Un article publié dans l'Humanité Dimanche
« Et si on allait déjeuner ? ». Wolinski, en pleine promotion d’un livre et d’une expo (1), n’en peut plus des interviews, des radios, des télés, des magazines. Il ne crache pas
dans la soupe (faut bien vivre) mais un type de « l’Huma » qu’il connaît depuis trente ans ne va pas lui faire le coup : « Alors M. Wolinski, vous aimez toujours les femmes,
alors M. Wolinski, vous êtes de droite, de gauche, du centre. C’est quoi l’humour, vous vieillissez comment… ?» Georges invite.
Généralement, c’est le mec ou la fille de la télé, du journal qui règle la note pour passer une heure avec l’artiste. Georges sort sa carte bleue et file quelques dessins à son pote de l’HD.
« Faut aider les pauvres », rigole-t-il. Bref, si on déjeunait.
« Mon gendre m’a conseillé un restaurant original. Je ne me souviens pas de l’adresse ». Nous voilà mal parti sauf que Georges sort son téléphone portable et active le numéro de son
gendre. Depuis le désert éthiopien, le compagnon de sa fille, gentil garçon en plein raid, glisse: « rue de Belleville au numéro… » Sympa, le gendre.
Nous voilà démarrant le déjeuner avec celui qui écrit dans son bouquin « un humoriste, c’est quelqu’un qui, après avoir bien réfléchi, s’arrête de réfléchir », qui affirme que
« la justesse du trait est le fruit d’un long travail et d’une longue maturité, comme l’écriture » et qui « à cinquante ans a décidé d’arrêter de vieillir ».
Dans son bouquin, Wolinski publie de nombreux dessins. Certains sont connus, d’autres moins. Le plus est dans le texte. Georges, cette fois, se raconte : sa jeunesse, ses amis,
ses amours, ses copains (les vrais), ses voyages, sa femme, Hara-Kiri, Charly mensuel, ses ronchonnements, ses émotions… ses adieux. Comme un testament. Il en rajoute le Georges au moment où se
tient à la bibliothèque nationale de France (BnF) et jusqu’au 2 septembre une rétrospective de son œuvre à travers, précise l’organisateur, « un choix de plusieurs centaines de pièces,
l’occasion de parcourir 50 ans de carrière d’un artiste réputé pour son humour tendre et provocateur ». L’auteur aurait pu ajouter (mais le connaît-il suffisamment ?) un artiste d’une
sensibilité extrême, d’une générosité discrète, d’un humoriste à la pensée aigue, dessinant les femmes qu’il ne se contente pas d’aimer mais dont il défend bec et ongles tous les droits
restant à conquérir.
Un peu cabot, quand même, le Georges. Près de notre table une jeune femme lui adresse un grand sourire. « Je suis une de vos fidèles », lui lance-t-elle, avant d’obtenir un autographe
ciblé et quelques amabilités. « T’es célèbre », lui dis-je. « Quelqu’un de connu », réplique-t-il, « c’est quelqu’un dont on remarque la présence, quelqu’un de
célèbre, c’est quelqu’un dont on remarque l’absence. » Fermez le ban.

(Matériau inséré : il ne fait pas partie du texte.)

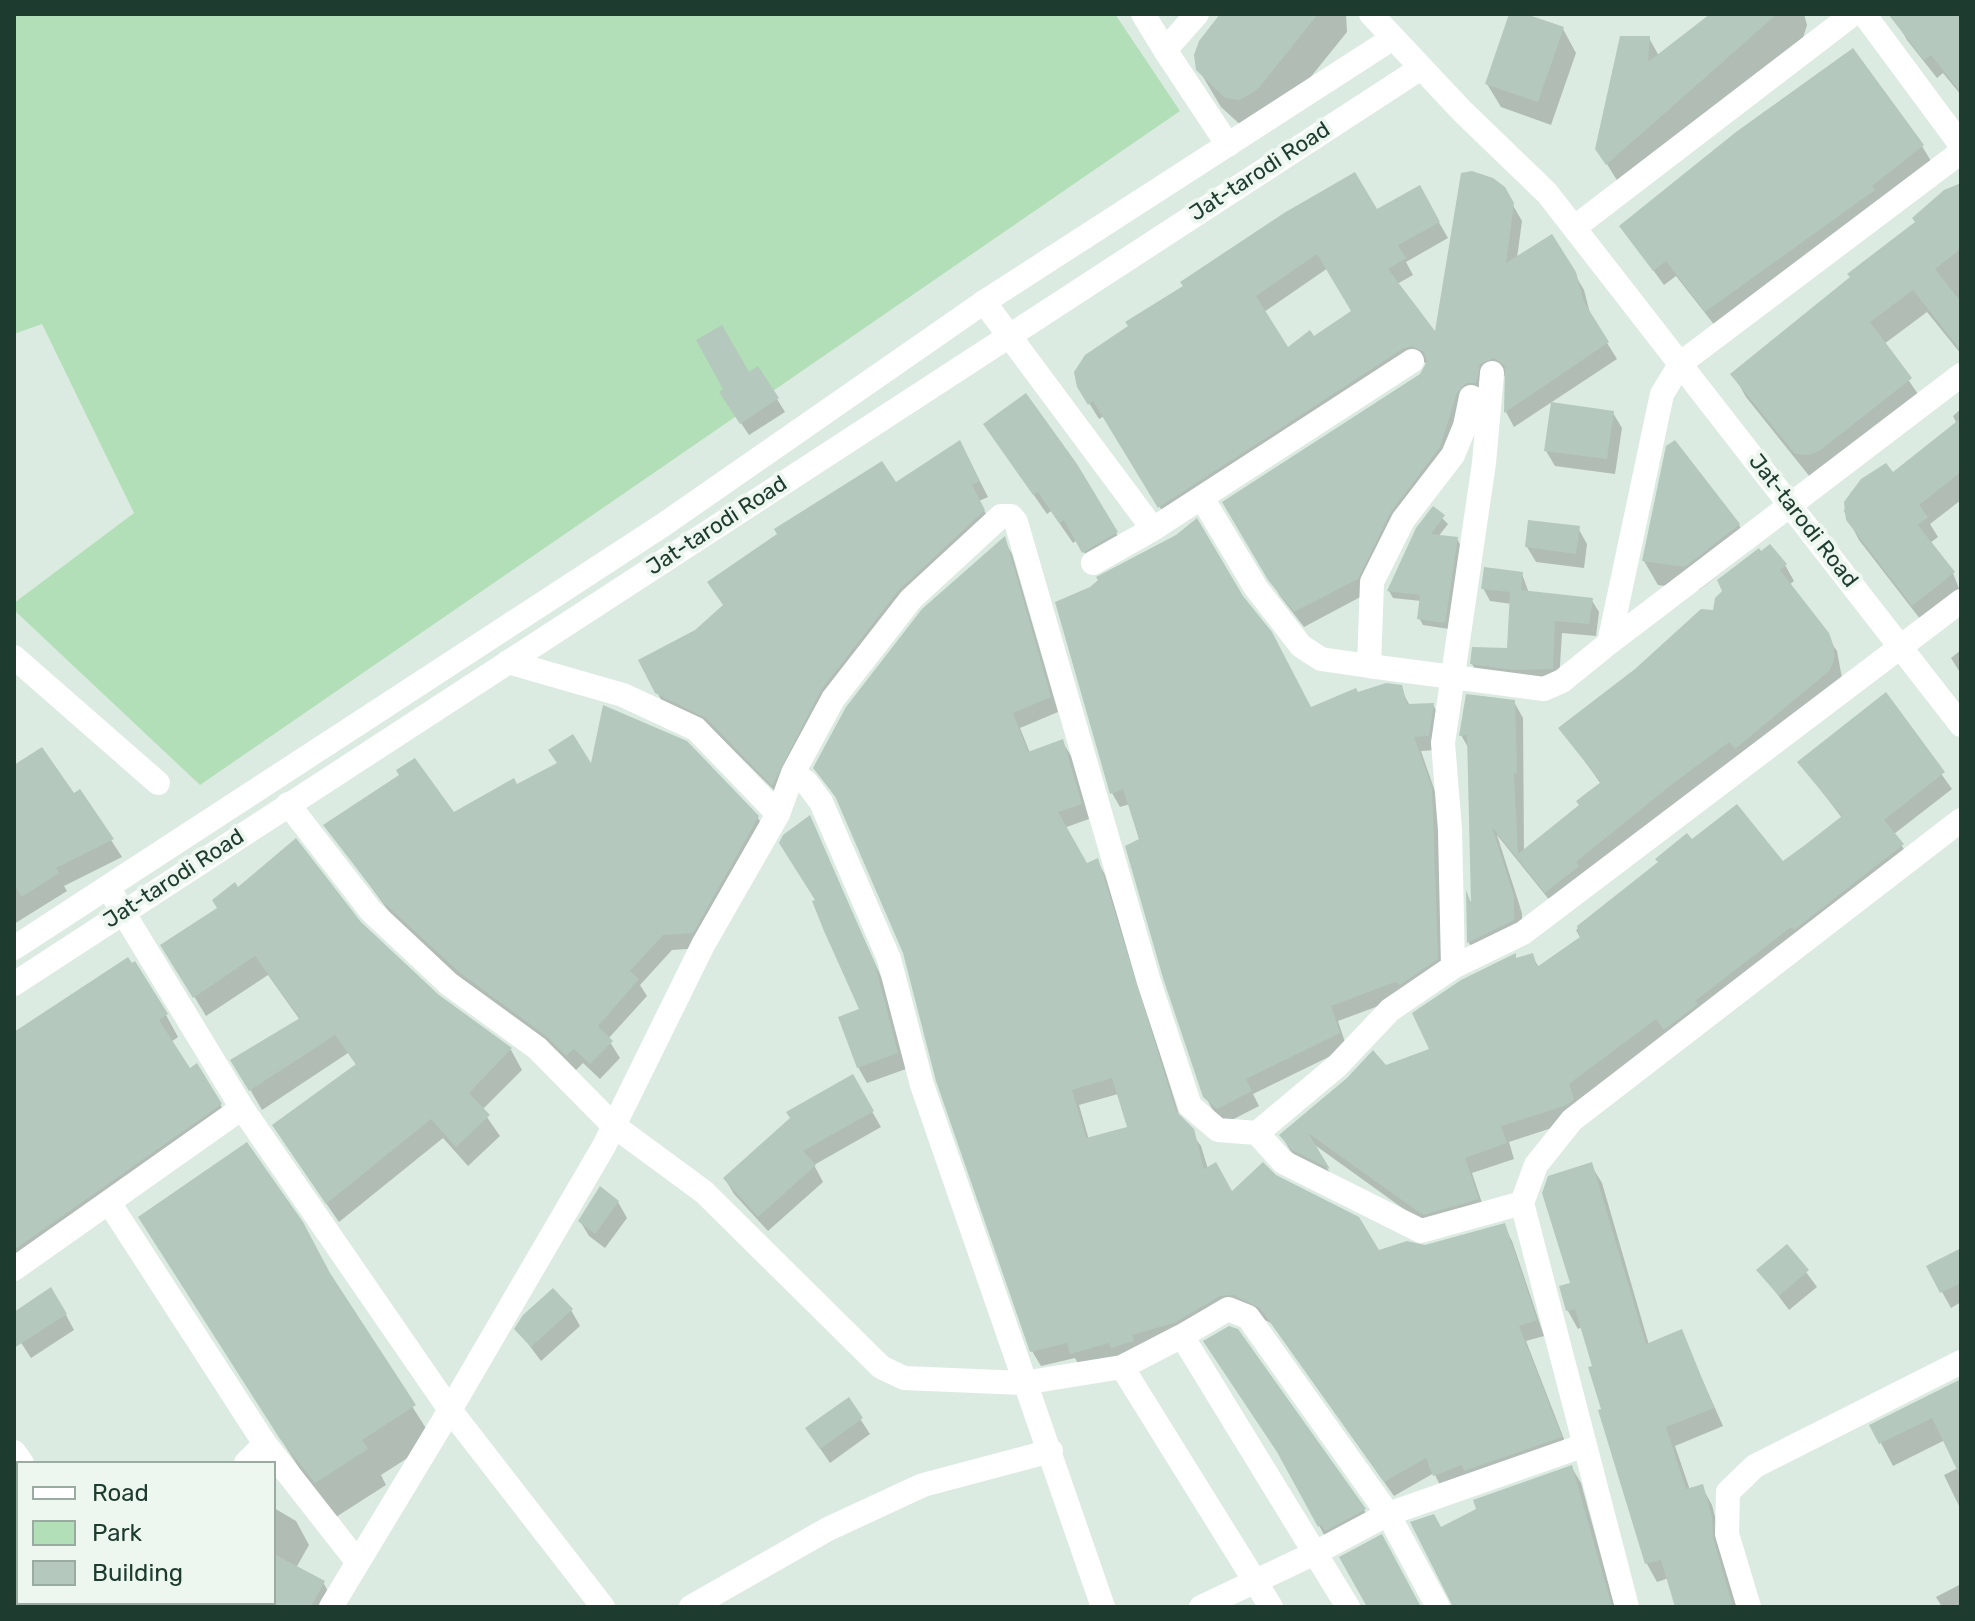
<!DOCTYPE html>
<html>
<head>
<meta charset="utf-8">
<style>
  body { margin:0 }
  #map { position:relative; width:1975px; height:1621px; overflow:hidden; background:#dcebe2; font-family:Rubik,sans-serif }
  canvas { display:block }
  .frame { position:absolute; inset:0; border:16px solid #1d3b2e; pointer-events:none }
  .legend { position:absolute; left:16px; top:1461px; width:260px; height:144px; box-sizing:border-box; background:#edf7f0; border:2px solid #9aaca2; margin:0; padding:10px 14px; list-style:none; font-size:24px; color:#1d3b2e }
  .legend li { display:flex; align-items:center; gap:16px; height:40px }
  .legend b { width:40px; border:2px solid #9aaca2 }
</style>
</head>
<body>
<div id="map">
<canvas width="1975" height="1621"></canvas>
<div class="frame"></div>
<ul class="legend">
<li><b style="height:10px;background:#fff"></b>Road</li>
<li><b style="height:22px;background:#b2dfb7"></b>Park</li>
<li><b style="height:22px;background:#b4c8bd"></b>Building</li>
</ul>
</div>
<script>
const ctx = document.querySelector('canvas').getContext('2d');
ctx.lineJoin = 'round';
function fill(path, color) {
  ctx.fillStyle = color;
  ctx.fill(path, 'evenodd');
}
function shape(rows) {
  const path = new Path2D();
  for (const r of rows) {
    path.moveTo(r[0], r[1]);
    for (let i = 2; i < r.length; i += 2) path.lineTo(r[i], r[i + 1]);
  }
  return path;
}
function strokePath(path, color, width, dash) {
  ctx.strokeStyle = color;
  ctx.lineWidth = width;
  ctx.lineCap = dash ? 'butt' : 'round';
  ctx.setLineDash(dash || []);
  ctx.stroke(path);
}
function label(font, color, halo, rows, align = 'center') {
  ctx.font = font + ' Rubik,sans-serif';
  ctx.lineWidth = 8;
  ctx.setLineDash([]);
  ctx.textBaseline = 'middle';
  ctx.strokeStyle = halo;
  ctx.fillStyle = color;
  for (const [text, x, y, turn = 0] of rows) {
    ctx.save();
    ctx.translate(x, y);
    ctx.rotate((+turn || 0) * Math.PI / 180);
    ctx.textAlign = isNaN(turn) ? turn : align;
    if (halo) ctx.strokeText(text, 0, 0);
    ctx.fillText(text, 0, 0);
    ctx.restore();
  }
}
fill(shape([
  [14,14,1115,14,1180,111,200,785,14,610,14,603,134,513,42,324,14,334]
]), '#b2dfb7');
fill(shape([
  [1222,14,1346,14,1347,32,1276,120,1245,129,1221,107,1202,75],
  [1512,14,1563,29,1576,53,1551,125,1501,107,1487,84],
  [1713,14,1804,14,1807,25,1803,38,1626,195,1597,148,1649,38,1659,56],
  [1904,14,1961,14,1961,95,1943,73,1937,78,1907,40,1896,21],
  [1922,146,1931,161,1716,327,1676,276,1664,285,1621,226],
  [1419,188,1448,238,1406,262,1413,275,1397,284,1436,336,1503,188,1522,221,1517,258,1574,273,1584,290,1591,317,1617,359,1514,427,1506,412,1507,375,1489,380,1366,594,1304,627,1280,596,1225,503,1422,375,1428,364,1422,361,1169,522,1104,416,1099,419,1089,403,1376,212],
  [1328,268,1354,312,1314,339,1287,350,1264,312],
  [1961,190,1961,354,1927,312,1884,344,1924,403,1810,477,1746,397,1733,374],
  [748,374,777,399,785,412,749,435,729,405],
  [1961,409,1961,500,1930,524,1938,537,1930,543,1953,573,1961,594,1924,624,1859,540,1844,511,1851,492,1885,466,1893,475,1957,424,1953,416],
  [1613,413,1622,428,1615,474,1555,466,1546,451],
  [985,425,1116,533,1128,553,1096,573,1077,540,1073,543,1051,511,1047,514],
  [1675,442,1739,525,1752,549,1699,590,1658,585,1644,561],
  [968,458,988,497,979,501,993,527,908,605,782,798,717,734,666,709,657,692,697,632,895,485],
  [1433,509,1448,524,1438,537,1457,539,1461,546,1449,629,1423,625,1419,618,1421,601,1393,598,1389,591],
  [1578,528,1587,544,1584,568,1536,562,1527,547],
  [1004,540,1012,554,1058,712,1020,728,1030,753,1062,741,1071,756,1089,819,1064,828,1086,865,1097,860,1105,875,1180,1118,1201,1146,1208,1169,1232,1194,1275,1177,1378,1253,1425,1248,1504,1226,1512,1241,1544,1336,1526,1341,1569,1452,1443,1491,1434,1473,1394,1496,1271,1323,1243,1309,1183,1338,1081,1369,1075,1358,1041,1366,1032,1351,905,952,841,805,815,768],
  [1118,1094,1130,1128,1089,1140,1079,1105],
  [1785,565,1794,581,1789,585,1837,651,1842,678,1555,907,1497,835,1522,913,1522,936,1478,958,1469,943,1468,898,1473,905,1469,749,1461,735,1514,702,1523,718,1524,852,1581,806,1601,784,1561,728,1715,613],
  [1522,574,1529,593,1591,599,1599,612,1596,636,1562,633,1559,681,1479,676,1472,664,1509,650,1512,604,1490,601,1483,588],
  [1961,650,1961,674,1951,658],
  [1400,687,1410,706,1433,705,1441,719,1436,750,1421,751,1439,803,1445,974,1408,995,1338,1021,1347,1048,1253,1094,1259,1106,1226,1123,1214,1112,1205,1096,1130,804,1120,807,1112,793,1310,709,1357,694],
  [1885,695,1952,789,1894,834,1911,860,1577,1101,1582,1115,1576,1120,1509,1142,1514,1159,1472,1173,1486,1215,1433,1230,1312,1143,1335,1181,1303,1165,1290,1150,1281,1135,1386,1068,1431,1050,1517,960,1532,955,1539,968,1581,939,1576,930,1692,842,1782,864,1842,818,1800,763],
  [592,768,758,818,767,833,701,948,672,950,640,985,647,996,608,1039,620,1058,600,1079,583,1063,576,1070,557,1051,470,988,393,917,326,826,454,815,517,787],
  [14,770,74,796,80,792,122,857,64,886,67,891,14,924],
  [810,818,883,981,906,1069,867,1083,858,1067,862,1010,817,901],
  [238,890,359,923,438,997,511,1050,522,1070,482,1110,500,1136,468,1166,443,1138,339,1222,286,1145,357,1066,348,1053,262,1110,233,1060,300,1020,268,975,206,1016,163,945,219,909],
  [166,1015,178,1037,171,1042,190,1071,197,1066,233,1126,14,1279,14,1031],
  [852,1077,881,1127,814,1165,823,1182,768,1231,734,1194,725,1179],
  [1591,1165,1602,1183,1649,1345,1681,1332,1723,1426,1675,1446,1690,1490,1702,1487,1712,1505,1738,1607,1677,1607,1669,1578,1657,1582,1647,1564,1600,1411,1604,1410,1582,1327,1578,1329,1568,1311,1562,1287,1572,1284],
  [618,1202,627,1218,605,1248,589,1236,580,1221],
  [140,1218,336,1286,434,1441,381,1475,386,1485,336,1517,303,1474],
  [1787,1246,1817,1287,1789,1310,1759,1270],
  [1961,1250,1961,1302,1951,1308,1928,1267],
  [571,1310,580,1326,541,1361,517,1329],
  [14,1314,66,1315,74,1330,31,1358,14,1332],
  [1961,1381,1961,1510,1944,1475,1958,1468,1945,1440,1893,1466,1872,1426],
  [848,1400,870,1434,830,1463,817,1444],
  [1285,1463,1364,1510,1373,1525,1328,1542],
  [1572,1468,1581,1483,1615,1607,1452,1607,1441,1530],
  [274,1508,296,1521,309,1545,296,1568,323,1582,336,1607,170,1607,173,1603,274,1603],
  [14,1548,18,1553,18,1603,111,1603,115,1607,14,1607],
  [1961,1584,1961,1607,1942,1607,1936,1597]
]), '#0003');
fill(shape([
  [1220,14,1318,14,1258,89,1240,100,1225,98,1196,70,1194,55,1199,41],
  [1509,14,1526,14,1564,27,1538,102,1485,84],
  [1710,14,1777,14,1606,165,1595,149,1620,36,1650,36,1648,62],
  [1888,14,1961,14,1961,93,1931,55,1924,60],
  [1853,48,1924,145,1872,186,1875,190,1705,312,1666,261,1653,271,1619,226,1736,132],
  [1472,171,1493,178,1505,187,1514,203,1506,263,1552,234,1576,272,1584,302,1609,342,1504,413,1505,366,1494,358,1480,364,1476,383,1466,383,1457,393,1440,447,1390,513,1358,579,1294,612,1268,580,1222,502,1420,374,1427,361,1424,352,1412,346,1404,348,1158,508,1093,401,1088,405,1077,387,1074,372,1085,355,1128,326,1125,322,1183,286,1180,282,1284,213,1355,172,1377,209,1420,185,1440,222,1398,245,1406,258,1388,269,1435,331,1461,173],
  [1317,254,1351,311,1314,336,1310,330,1288,347,1256,296],
  [1961,183,1961,249,1935,269,1961,302,1961,351,1913,290,1870,322,1912,378,1822,449,1810,455,1795,454,1730,374,1850,277,1847,274,1915,222,1912,218,1944,190],
  [722,325,749,372,758,366,779,398,740,424,719,392,723,389,696,340],
  [1026,393,1077,464,1118,532,1082,553,1064,520,1059,523,1038,492,1033,495,983,424],
  [1551,402,1614,411,1607,459,1544,451],
  [1961,418,1961,472,1919,505,1928,517,1918,525,1955,572,1912,606,1846,520,1844,502,1861,479,1886,463,1893,472],
  [960,440,980,481,972,485,985,510,899,590,821,690,772,786,706,718,655,693,638,660,695,630,723,605,707,582,777,534,774,529,882,461,896,482],
  [1675,440,1740,524,1685,567,1642,561,1666,446],
  [1433,506,1445,515,1431,534,1458,537,1445,623,1417,619,1420,595,1387,591,1416,528],
  [1197,518,1243,596,1272,632,1311,707,1356,688,1358,692,1386,683,1402,685,1407,704,1434,703,1429,736,1414,737,1432,787,1438,959,1400,985,1395,982,1331,1006,1340,1033,1246,1079,1252,1091,1217,1109,1203,1097,1163,978,1125,846,1139,839,1123,789,1110,794,1055,602,1090,587,1098,580,1096,577,1176,535],
  [1528,520,1580,526,1576,554,1525,547],
  [1005,536,1051,697,1013,713,1028,752,1063,739,1082,804,1058,812,1087,863,1098,858,1176,1111,1194,1129,1204,1169,1216,1162,1232,1191,1263,1162,1276,1175,1359,1217,1379,1250,1407,1241,1425,1245,1505,1223,1537,1320,1519,1326,1562,1437,1464,1471,1462,1465,1433,1476,1426,1458,1384,1482,1260,1308,1233,1295,1220,1296,1174,1323,1132,1335,1134,1341,1111,1348,1109,1343,1070,1354,1067,1343,1030,1352,936,1081,903,953,835,796,813,768,846,707,922,609],
  [1112,1078,1127,1127,1086,1138,1072,1090],
  [1770,544,1787,564,1780,570,1829,633,1834,647,1834,661,1829,671,1735,749,1729,742,1671,785,1576,862,1579,866,1545,893,1492,827,1514,896,1514,920,1467,943,1466,890,1471,903,1467,735,1459,736,1466,694,1515,700,1517,773,1514,773,1518,854,1579,805,1576,801,1601,782,1558,728,1635,669,1701,609,1713,610,1715,598,1722,591,1717,580,1759,548,1761,551],
  [1484,567,1523,572,1521,590,1593,598,1589,624,1555,621,1553,669,1515,670,1470,664,1472,647,1507,648,1510,592,1481,589],
  [1886,692,1945,772,1884,820,1904,844,1794,930,1791,927,1695,1001,1698,1004,1664,1030,1656,1019,1569,1084,1574,1099,1567,1105,1501,1126,1507,1143,1465,1158,1479,1199,1423,1215,1308,1133,1330,1169,1292,1150,1279,1135,1347,1078,1373,1050,1386,1065,1429,1049,1412,1013,1461,980,1516,953,1516,958,1533,953,1537,967,1580,937,1577,926,1658,862,1655,859,1687,833,1692,839,1737,804,1783,861,1805,845,1842,816,1797,762],
  [603,705,687,741,759,816,693,933,663,935,630,971,639,979,598,1026,613,1041,590,1064,574,1049,566,1056,546,1036,459,972,382,901,323,825,399,775,396,770,415,758,454,812,514,778,517,784,557,763,548,750,573,734,591,763],
  [42,747,74,793,80,789,114,839,56,868,59,873,22,897,14,885,14,765],
  [810,815,875,964,898,1053,857,1068,838,1017,859,1009,824,931,812,901,815,900,779,843,783,835],
  [296,838,361,922,439,995,512,1048,469,1093,490,1115,456,1147,431,1119,326,1204,272,1125,356,1064,335,1035,249,1091,230,1060,300,1018,255,956,193,998,160,945,217,908,212,900,235,882,238,887],
  [128,957,132,963,135,961,168,1014,159,1020,190,1068,197,1063,222,1104,14,1250,14,1032],
  [853,1074,874,1111,803,1151,816,1165,758,1217,723,1178,790,1118,786,1112],
  [247,1142,303,1222,330,1273,416,1405,362,1440,368,1449,315,1483,280,1439,138,1217],
  [1592,1162,1646,1344,1682,1329,1714,1408,1666,1427,1686,1489,1703,1484,1712,1517,1713,1538,1733,1607,1675,1607,1661,1560,1645,1564,1598,1410,1601,1409,1588,1367,1592,1366,1575,1309,1566,1311,1559,1286,1570,1283,1542,1193,1548,1176],
  [600,1186,619,1201,595,1234,578,1221],
  [1787,1244,1809,1270,1779,1296,1756,1270],
  [1961,1248,1961,1283,1940,1293,1926,1266],
  [51,1287,67,1314,14,1348,14,1312],
  [553,1288,573,1309,531,1347,514,1329,523,1315],
  [1229,1326,1238,1329,1366,1509,1325,1531,1322,1525,1318,1527,1277,1452,1203,1341],
  [1961,1379,1961,1478,1932,1418,1879,1444,1869,1425],
  [849,1397,863,1418,820,1449,805,1428],
  [1572,1465,1612,1607,1453,1607,1410,1522,1434,1514,1441,1527,1476,1509,1473,1500],
  [1382,1534,1383,1536,1421,1607,1367,1607,1339,1557],
  [274,1554,325,1581,311,1607,274,1607]
]), '#b4c8bd');
strokePath(shape([
  [1143,14,1165,50,1197,14],
  [1864,14,1961,145],
  [1165,50,1228,145],
  [1961,152,1681,363,1662,394,1609,643,1961,375],
  [1575,227,1853,14],
  [984,302,1153,529,1412,361],
  [1471,397,1465,426,1453,455,1403,520,1372,582,1369,666,1544,689,1562,681,1609,643],
  [1202,498,1256,588,1301,646,1321,659,1369,666],
  [1093,563,1153,529],
  [14,657,158,783],
  [508,662,623,695,696,729,778,814],
  [793,773,806,782,821,802,889,959,922,1085,1103,1607],
  [288,804,371,911,449,984,537,1048,613,1125,704,1192,881,1367,904,1378,1023,1383,1122,1367,1182,1336,1348,1607],
  [1453,967,1450,830,1443,743,1484,463,1492,373],
  [242,1108,450,1410,331,1607],
  [1257,1133,1283,1162,1421,1231,1522,1203],
  [110,1204,265,1444],
  [14,1269,242,1108,109,889],
  [1182,1336,1228,1309,1248,1317,1388,1514,1438,1607],
  [1122,1367,1271,1607],
  [14,1452,22,1463],
  [246,1463,265,1444,356,1560],
  [148,1603,151,1607],
  [603,1607,450,1410,604,1146,703,945,778,814,793,773,833,699,911,599,1001,516,1011,516,1016,522,1149,982,1190,1106,1218,1130,1257,1133,1337,1066,1390,1010,1453,967,1523,933,1961,601],
  [691,1607,828,1529,923,1485,1051,1451],
  [1201,1607,1315,1553,1388,1514,1585,1445],
  [1627,1607,1522,1203,1536,1165,1572,1120,1961,820],
  [1749,1607,1727,1534,1728,1492,1755,1466,1961,1362]
]), '#fff', 24);
strokePath(shape([
  [1371,14,1462,111,1547,193,1961,725],
  [14,948,663,525,984,302,1393,38],
  [14,984,1421,68]
]), '#fff', 24);
label('22px', '#1d3b2e', '#edf7f0', [
  ["Jat-tarodi Road",1260,172,-33],
  ["Jat-tarodi Road",1803,521,52],
  ["Jat-tarodi Road",717,526,-33],
  ["Jat-tarodi Road",174,879,-33]
]);
</script>
</body>
</html>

Wolinski vient de loin. Fils de juif tunisien. Rapatrié vers le Nord froid et gris au moment de la décolonisation. Service militaire à Reggane, le centre d’essai de la bombe atomique française.
Il aurait pu succéder à son beau-père et à sa boutique celui que son instituteur notait « d’intelligence moyenne mais d’un esprit vif » et qui rêvait de devenir « architecte
ou médecin de marine. » Il a suivi – heureusement – un autre chemin. Après deux ans aux Beaux Arts et alors que Cavana affirme que « Wolinski, on croit que tu es con, parce que tu fais
le con, mais c’est faux : tu es vraiment con», Wolinski décoré par Chirac de la Légion d’honneur laisse passer son regard sur les évolutions de la société. Dans son bouquin, il y a les
pensées du « maître », comme le qualifiait Sarkozy un jour de remise de médailles ajoutant doucement à son oreille : « C’est mieux maintenant, n’est-ce pas ? »
Cet été, on peut lire et redécouvrir Wolinski. « Jeune, j’aimais dessiner. Je ne savais pas que c’était un métier. »
José Fort
(1)
- Le pire a de l’avenir. Editions Cherche Midi. 900 pages. 23,90 E
- 50 ans de dessins à la Bibliothèque nationale de France. Du 29 juin au 2 septembre (entrée libre) Métro : Quai de la gare.